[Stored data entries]
▽

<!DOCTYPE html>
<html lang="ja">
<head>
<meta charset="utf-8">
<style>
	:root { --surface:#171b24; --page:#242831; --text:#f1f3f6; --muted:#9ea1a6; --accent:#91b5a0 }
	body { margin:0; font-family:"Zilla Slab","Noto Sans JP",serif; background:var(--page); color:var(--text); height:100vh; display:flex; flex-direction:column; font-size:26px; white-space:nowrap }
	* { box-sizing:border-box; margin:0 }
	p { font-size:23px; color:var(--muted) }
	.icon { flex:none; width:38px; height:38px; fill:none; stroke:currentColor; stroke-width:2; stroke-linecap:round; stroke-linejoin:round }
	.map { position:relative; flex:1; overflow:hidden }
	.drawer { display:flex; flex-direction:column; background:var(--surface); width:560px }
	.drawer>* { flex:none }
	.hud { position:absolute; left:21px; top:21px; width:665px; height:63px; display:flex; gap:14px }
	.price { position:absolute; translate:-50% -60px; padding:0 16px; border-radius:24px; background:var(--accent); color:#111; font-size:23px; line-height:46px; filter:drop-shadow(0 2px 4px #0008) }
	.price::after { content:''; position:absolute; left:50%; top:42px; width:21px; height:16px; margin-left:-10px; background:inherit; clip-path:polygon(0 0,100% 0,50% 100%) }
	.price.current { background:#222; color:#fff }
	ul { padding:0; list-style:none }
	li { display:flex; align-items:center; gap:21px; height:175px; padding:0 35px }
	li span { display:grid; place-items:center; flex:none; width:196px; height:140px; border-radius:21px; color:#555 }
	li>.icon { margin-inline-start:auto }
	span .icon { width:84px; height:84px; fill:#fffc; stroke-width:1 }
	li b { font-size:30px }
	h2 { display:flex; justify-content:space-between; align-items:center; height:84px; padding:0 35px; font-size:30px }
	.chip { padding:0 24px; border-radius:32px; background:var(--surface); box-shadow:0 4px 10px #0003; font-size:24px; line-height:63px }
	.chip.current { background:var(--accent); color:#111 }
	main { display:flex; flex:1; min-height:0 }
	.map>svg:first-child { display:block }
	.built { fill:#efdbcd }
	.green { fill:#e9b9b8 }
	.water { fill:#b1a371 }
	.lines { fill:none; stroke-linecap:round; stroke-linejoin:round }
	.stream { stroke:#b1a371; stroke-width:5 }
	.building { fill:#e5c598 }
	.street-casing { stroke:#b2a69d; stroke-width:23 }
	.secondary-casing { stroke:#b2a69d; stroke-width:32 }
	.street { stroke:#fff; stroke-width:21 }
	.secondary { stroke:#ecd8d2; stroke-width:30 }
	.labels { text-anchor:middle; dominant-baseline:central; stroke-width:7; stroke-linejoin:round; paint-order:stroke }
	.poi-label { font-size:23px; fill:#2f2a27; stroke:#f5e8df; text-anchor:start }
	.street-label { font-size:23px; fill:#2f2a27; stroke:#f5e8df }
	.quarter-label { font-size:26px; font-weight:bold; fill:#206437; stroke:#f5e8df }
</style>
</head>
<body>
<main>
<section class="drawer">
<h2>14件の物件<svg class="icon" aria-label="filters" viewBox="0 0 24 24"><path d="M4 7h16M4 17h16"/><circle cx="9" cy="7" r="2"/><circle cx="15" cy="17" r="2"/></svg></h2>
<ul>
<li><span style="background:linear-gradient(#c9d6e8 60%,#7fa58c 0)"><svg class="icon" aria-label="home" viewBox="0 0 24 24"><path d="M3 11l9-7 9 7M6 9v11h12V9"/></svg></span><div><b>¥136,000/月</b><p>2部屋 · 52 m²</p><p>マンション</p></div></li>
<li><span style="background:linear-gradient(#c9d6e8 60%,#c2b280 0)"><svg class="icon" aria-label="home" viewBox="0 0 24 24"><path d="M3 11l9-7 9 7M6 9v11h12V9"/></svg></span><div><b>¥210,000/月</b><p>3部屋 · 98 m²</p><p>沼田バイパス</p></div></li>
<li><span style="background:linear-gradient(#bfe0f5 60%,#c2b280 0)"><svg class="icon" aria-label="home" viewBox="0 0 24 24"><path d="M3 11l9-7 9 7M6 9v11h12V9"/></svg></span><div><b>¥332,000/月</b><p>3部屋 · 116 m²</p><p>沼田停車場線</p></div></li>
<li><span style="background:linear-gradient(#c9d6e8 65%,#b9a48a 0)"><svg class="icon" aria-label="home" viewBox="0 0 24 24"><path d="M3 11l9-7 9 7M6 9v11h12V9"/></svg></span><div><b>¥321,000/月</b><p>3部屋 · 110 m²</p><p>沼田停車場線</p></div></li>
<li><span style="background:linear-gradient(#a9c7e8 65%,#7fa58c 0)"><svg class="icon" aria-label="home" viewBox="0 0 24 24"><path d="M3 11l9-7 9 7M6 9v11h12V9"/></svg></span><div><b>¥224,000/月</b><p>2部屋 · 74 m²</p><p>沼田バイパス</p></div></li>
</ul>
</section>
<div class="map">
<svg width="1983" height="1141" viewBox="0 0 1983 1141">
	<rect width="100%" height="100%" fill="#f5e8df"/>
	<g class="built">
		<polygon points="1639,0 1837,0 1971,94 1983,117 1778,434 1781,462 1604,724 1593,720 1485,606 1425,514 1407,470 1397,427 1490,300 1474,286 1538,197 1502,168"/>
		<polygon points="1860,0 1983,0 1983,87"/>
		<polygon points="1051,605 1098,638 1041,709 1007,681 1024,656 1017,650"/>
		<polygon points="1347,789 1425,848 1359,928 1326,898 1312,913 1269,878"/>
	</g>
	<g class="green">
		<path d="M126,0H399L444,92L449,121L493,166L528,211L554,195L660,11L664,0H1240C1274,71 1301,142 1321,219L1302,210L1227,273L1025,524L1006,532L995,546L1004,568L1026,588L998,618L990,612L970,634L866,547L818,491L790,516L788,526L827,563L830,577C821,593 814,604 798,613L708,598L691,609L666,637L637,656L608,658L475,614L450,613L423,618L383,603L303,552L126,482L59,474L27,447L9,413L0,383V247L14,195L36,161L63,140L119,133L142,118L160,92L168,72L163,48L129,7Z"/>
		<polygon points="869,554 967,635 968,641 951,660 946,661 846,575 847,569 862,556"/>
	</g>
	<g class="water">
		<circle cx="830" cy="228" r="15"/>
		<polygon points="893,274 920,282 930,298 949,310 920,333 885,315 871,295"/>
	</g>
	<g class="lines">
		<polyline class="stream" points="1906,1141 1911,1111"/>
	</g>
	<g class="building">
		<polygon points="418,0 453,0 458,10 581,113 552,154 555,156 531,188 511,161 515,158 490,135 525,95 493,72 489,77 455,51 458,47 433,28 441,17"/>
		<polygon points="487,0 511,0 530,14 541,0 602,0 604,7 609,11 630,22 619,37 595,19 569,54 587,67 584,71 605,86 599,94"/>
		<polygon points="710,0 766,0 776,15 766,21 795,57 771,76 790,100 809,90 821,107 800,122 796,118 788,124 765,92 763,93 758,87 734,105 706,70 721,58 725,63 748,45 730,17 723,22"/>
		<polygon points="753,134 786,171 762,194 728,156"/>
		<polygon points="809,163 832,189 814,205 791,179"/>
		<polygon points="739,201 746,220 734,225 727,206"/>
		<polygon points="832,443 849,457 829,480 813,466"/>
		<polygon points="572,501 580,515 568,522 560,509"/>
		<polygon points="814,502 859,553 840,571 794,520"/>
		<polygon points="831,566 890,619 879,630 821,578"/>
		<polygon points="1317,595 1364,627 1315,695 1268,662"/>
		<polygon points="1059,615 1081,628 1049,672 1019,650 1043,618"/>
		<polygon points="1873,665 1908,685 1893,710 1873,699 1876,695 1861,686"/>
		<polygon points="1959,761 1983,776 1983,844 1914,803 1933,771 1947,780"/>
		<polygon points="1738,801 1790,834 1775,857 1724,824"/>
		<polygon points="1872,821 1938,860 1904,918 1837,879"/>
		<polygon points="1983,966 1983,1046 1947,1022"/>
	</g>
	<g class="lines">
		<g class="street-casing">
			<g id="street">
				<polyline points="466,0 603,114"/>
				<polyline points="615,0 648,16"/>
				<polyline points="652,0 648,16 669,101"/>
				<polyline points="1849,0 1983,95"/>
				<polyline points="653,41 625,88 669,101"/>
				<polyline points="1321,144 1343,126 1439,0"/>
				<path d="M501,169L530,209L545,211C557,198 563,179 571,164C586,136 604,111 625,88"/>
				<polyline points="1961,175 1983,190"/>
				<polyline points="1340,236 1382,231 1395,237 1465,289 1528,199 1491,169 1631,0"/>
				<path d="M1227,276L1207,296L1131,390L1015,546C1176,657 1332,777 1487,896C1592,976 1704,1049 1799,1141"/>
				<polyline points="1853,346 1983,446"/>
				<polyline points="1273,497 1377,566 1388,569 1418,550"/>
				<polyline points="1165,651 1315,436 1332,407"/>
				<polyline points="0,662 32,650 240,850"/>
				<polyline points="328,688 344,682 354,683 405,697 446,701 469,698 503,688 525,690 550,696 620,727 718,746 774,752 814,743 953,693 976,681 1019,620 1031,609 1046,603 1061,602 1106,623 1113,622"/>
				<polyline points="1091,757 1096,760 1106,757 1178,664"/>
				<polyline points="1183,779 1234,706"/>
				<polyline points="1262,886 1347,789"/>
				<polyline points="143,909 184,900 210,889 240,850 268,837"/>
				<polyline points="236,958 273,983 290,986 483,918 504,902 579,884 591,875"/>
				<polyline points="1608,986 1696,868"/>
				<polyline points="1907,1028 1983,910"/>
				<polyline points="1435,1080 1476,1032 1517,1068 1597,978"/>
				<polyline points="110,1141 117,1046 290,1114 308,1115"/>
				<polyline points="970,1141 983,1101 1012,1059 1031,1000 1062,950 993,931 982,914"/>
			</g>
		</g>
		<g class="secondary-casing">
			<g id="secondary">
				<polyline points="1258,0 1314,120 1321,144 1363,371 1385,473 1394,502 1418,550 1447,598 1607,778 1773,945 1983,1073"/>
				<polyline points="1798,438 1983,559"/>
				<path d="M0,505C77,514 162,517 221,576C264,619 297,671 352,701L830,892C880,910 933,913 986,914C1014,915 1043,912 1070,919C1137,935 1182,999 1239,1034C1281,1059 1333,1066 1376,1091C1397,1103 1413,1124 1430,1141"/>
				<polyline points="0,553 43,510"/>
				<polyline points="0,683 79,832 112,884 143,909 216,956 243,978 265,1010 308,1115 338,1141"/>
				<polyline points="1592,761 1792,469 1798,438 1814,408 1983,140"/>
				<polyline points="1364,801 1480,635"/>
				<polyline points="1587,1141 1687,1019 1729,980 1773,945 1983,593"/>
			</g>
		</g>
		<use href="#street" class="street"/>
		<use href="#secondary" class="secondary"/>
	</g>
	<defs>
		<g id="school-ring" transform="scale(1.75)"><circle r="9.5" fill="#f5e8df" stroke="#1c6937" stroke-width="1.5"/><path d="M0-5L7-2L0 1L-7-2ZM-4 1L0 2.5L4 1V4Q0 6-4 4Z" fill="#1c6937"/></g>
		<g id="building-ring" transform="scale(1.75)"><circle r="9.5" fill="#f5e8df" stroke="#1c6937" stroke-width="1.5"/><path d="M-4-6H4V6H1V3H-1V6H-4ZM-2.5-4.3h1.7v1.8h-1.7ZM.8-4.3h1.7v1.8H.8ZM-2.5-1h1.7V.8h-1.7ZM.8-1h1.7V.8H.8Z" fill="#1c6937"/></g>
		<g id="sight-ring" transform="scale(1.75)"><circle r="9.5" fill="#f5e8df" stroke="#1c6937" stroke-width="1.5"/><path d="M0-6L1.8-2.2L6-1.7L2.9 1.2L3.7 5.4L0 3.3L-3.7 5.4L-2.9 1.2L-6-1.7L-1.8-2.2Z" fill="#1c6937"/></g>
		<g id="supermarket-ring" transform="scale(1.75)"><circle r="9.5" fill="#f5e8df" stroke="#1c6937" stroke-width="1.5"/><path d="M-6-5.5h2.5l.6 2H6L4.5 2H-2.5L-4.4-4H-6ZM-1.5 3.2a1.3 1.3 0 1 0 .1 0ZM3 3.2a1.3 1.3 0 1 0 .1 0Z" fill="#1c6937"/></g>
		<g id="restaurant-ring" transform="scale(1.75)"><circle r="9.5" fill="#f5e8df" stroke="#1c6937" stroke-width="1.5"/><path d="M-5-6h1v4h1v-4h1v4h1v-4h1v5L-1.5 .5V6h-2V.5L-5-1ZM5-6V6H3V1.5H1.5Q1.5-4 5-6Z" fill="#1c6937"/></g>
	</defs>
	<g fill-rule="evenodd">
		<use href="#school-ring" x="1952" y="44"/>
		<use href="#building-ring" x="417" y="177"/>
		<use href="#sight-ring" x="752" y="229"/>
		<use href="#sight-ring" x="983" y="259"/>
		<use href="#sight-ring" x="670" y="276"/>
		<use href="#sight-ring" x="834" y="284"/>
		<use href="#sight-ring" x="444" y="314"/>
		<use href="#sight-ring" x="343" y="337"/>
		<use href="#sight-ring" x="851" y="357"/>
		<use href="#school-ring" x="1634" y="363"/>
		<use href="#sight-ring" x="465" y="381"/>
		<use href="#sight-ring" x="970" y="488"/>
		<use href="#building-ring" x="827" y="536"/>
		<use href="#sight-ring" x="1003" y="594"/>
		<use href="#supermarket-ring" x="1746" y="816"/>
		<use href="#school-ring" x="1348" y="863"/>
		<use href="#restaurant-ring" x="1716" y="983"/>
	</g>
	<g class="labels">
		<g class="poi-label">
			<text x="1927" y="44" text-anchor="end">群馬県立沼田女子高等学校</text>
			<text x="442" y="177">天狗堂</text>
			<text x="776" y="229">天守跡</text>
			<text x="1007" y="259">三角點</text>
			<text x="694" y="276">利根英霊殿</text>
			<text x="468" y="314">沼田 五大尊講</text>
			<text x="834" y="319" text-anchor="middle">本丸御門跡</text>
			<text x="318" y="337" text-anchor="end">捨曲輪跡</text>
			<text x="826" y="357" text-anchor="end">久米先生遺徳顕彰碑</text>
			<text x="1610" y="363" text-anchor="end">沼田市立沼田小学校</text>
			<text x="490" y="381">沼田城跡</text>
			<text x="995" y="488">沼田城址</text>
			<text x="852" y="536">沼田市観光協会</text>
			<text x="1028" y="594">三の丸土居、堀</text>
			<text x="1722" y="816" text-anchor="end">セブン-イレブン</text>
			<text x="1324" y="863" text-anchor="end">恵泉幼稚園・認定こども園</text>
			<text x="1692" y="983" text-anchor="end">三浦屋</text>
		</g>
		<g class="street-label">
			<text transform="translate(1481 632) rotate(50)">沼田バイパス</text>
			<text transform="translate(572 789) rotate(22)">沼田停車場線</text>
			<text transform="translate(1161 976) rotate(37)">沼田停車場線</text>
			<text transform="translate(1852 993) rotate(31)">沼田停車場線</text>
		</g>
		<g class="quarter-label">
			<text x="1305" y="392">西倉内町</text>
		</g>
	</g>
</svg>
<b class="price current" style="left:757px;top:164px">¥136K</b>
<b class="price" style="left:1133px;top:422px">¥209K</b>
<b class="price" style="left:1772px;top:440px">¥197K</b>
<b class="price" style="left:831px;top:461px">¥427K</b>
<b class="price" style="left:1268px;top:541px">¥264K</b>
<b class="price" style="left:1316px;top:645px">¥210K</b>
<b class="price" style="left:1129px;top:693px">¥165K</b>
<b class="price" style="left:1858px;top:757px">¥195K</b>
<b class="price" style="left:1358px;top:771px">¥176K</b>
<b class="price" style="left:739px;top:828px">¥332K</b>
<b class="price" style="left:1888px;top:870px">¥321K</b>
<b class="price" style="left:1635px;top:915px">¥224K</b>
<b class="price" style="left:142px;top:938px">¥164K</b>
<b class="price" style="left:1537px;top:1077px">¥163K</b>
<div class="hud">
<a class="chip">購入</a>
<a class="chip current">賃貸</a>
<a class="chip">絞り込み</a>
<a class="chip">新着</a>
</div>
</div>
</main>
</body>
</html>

△

Copy exactly the stretch of data above from the line with "display:flex; align-items:center; gap:21px;" through the line with "text-anchor:middle; dominant-baseline:central; stroke-width:7;", and omit all other lines.

[Task result]
	li { display:flex; align-items:center; gap:21px; height:175px; padding:0 35px }
	li span { display:grid; place-items:center; flex:none; width:196px; height:140px; border-radius:21px; color:#555 }
	li>.icon { margin-inline-start:auto }
	span .icon { width:84px; height:84px; fill:#fffc; stroke-width:1 }
	li b { font-size:30px }
	h2 { display:flex; justify-content:space-between; align-items:center; height:84px; padding:0 35px; font-size:30px }
	.chip { padding:0 24px; border-radius:32px; background:var(--surface); box-shadow:0 4px 10px #0003; font-size:24px; line-height:63px }
	.chip.current { background:var(--accent); color:#111 }
	main { display:flex; flex:1; min-height:0 }
	.map>svg:first-child { display:block }
	.built { fill:#efdbcd }
	.green { fill:#e9b9b8 }
	.water { fill:#b1a371 }
	.lines { fill:none; stroke-linecap:round; stroke-linejoin:round }
	.stream { stroke:#b1a371; stroke-width:5 }
	.building { fill:#e5c598 }
	.street-casing { stroke:#b2a69d; stroke-width:23 }
	.secondary-casing { stroke:#b2a69d; stroke-width:32 }
	.street { stroke:#fff; stroke-width:21 }
	.secondary { stroke:#ecd8d2; stroke-width:30 }
	.labels { text-anchor:middle; dominant-baseline:central; stroke-width:7; stroke-linejoin:round; paint-order:stroke }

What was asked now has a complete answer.